In an interview with BeltwayBreakfast, House Judiciary Committee member Rep. Jamie Raskin, D-Md., scoffed at the notion that Cohen’s crimes were in any way comparable to the violations the FEC settled with the Obama campaign.
“The halfhearted gesture at a technical campaign finance violation is an irrelevant distraction from whats going on here. Everybody agrees that technical violations of reporting requirements are dealt with as violations of administrative law, but deliberate violations and circumventions of material campaign finance requirements have always been treated as criminal.”

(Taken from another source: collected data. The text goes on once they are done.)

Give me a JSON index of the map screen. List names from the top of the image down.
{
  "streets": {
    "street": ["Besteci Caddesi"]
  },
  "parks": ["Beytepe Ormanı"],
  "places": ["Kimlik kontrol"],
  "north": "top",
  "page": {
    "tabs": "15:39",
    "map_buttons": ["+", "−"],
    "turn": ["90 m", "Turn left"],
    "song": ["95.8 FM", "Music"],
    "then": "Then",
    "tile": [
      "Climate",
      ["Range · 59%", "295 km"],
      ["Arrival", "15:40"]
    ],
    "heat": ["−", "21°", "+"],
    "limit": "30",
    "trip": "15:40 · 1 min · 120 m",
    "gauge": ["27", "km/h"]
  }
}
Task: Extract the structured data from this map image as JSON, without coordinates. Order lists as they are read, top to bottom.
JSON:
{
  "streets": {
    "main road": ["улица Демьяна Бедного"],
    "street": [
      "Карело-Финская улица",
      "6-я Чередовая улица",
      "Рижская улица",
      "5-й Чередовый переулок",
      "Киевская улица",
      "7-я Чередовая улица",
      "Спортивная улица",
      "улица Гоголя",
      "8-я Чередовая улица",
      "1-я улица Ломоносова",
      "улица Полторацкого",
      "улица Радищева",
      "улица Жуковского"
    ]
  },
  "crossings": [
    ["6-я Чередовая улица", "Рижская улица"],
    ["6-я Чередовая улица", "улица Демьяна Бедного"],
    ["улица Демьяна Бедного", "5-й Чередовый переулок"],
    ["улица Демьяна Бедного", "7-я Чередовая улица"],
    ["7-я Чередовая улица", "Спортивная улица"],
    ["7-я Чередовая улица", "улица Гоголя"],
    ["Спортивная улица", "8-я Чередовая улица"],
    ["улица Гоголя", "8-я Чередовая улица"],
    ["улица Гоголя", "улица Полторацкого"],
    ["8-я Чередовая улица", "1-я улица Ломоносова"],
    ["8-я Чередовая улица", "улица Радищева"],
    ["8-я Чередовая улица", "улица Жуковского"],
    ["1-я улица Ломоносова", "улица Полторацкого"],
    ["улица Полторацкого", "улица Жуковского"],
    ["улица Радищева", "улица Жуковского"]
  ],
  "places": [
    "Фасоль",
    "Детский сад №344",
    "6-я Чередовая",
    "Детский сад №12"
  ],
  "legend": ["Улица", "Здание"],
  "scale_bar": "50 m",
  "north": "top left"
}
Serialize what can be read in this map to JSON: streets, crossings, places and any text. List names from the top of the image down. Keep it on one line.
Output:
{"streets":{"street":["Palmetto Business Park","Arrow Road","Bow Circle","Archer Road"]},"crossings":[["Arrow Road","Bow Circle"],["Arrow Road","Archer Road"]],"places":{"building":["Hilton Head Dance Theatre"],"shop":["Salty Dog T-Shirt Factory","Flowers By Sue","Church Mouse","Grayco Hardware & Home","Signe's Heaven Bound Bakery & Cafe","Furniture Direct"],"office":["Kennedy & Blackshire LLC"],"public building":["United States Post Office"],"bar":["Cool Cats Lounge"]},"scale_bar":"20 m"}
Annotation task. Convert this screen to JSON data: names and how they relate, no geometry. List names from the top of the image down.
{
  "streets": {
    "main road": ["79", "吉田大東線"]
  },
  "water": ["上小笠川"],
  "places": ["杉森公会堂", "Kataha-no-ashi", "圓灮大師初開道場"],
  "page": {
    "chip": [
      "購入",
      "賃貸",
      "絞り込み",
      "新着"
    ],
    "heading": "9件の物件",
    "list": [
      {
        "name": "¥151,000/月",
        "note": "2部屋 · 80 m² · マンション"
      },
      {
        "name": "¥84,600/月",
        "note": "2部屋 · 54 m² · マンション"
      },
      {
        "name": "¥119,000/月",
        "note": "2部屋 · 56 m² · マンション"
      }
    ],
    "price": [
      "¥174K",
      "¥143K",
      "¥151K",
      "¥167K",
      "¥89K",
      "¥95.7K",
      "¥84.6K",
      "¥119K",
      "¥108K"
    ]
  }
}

Raskin noted that the law prohibiting corporations like the Trump Organization from directly making campaign contributions — the Tillman Act — has been on the books since 1907.
“It’s very clear that if the corporation is coordinating with the candidate in its contribution that it should be treated as a contribution rather than an expenditure,” he said.
Renato Mariotti, a former Assistant U.S. Attorney and onetime candidate for Illinois Attorney General, told BeltwayBreakfast that Trump’s claims that Cohen’s violations could’ve been dealt with by the FEC as a civil matter are baseless.
“A federal judge would not have accepted Cohen’s plea if he was not pleading guilty to a crime,” Mariotti said in a text message, adding that Cohen’s attorneys, the Justice Department and the judge all concluded that Cohen had committed crimes and not a less serious violation of election law.
Raskin says US is in grip of ‘overwhelming political crisis’
While Raskin, who teaches constitutional law at American University, did not think Tuesday’s events had the makings of a constitutional crisis, he said the nation was in the grip of “an overwhelming political crisis that emanates from the White House.”
“This is a president who maligns and disrespects the law at every turn, it never would’ve occurred to him that there was something wrong with spending hundreds of thousands of worth of hush money on his affairs with pornographic stars and having his company pay for it,” said Raskin. “If everything Michael Cohen is saying turns out to be true, the president himself is implicated in willful campaign finance violations. Certainly, this is more than Bill Clinton telling one lie about a sexual relationship that he had.”
Raskin said that Trump — who once claimed to hire “the best people” — has developed “a staph infection that has spread entirely through his campaign and his administration,” leaving the president “up to his neck in the criminality of his associates.”
As for Trump’s continuing insistence that Manafort is “a good man,” Raskin suggested that Trump’s capacity for praise would only hold as long as his former campaign chairman refused to cooperate with prosecutors.
Raskin compared ‘The Donald’ to a Mafia Don
“The president brings the ethics of a mob boss to all of the criminality around him. If a particular operative stays putatively loyal, he will endeavor to reward them but if they tell the truth…they’re dead to him and he considers them part of the ‘rigged witch hunt and deep state conspiracy,” he said.
While Raskin observed that Trump “would certainly have no ethical scruples” about using his pardon power to reward Manafort for not helping Mueller’s team, he suggested that one of the president’s advisers might be waving him off from issuing a pardon that would obviously benefit him.
“Somebody at the White House obviously understands that the use of the pardon power in Trump’s own personal wars certainly invites demand for impeachment,” he said, “The use of the pardon for corrupt purposes would undoubtedly be seen as a high crime and misdemeanor by large numbers of people in Congress.”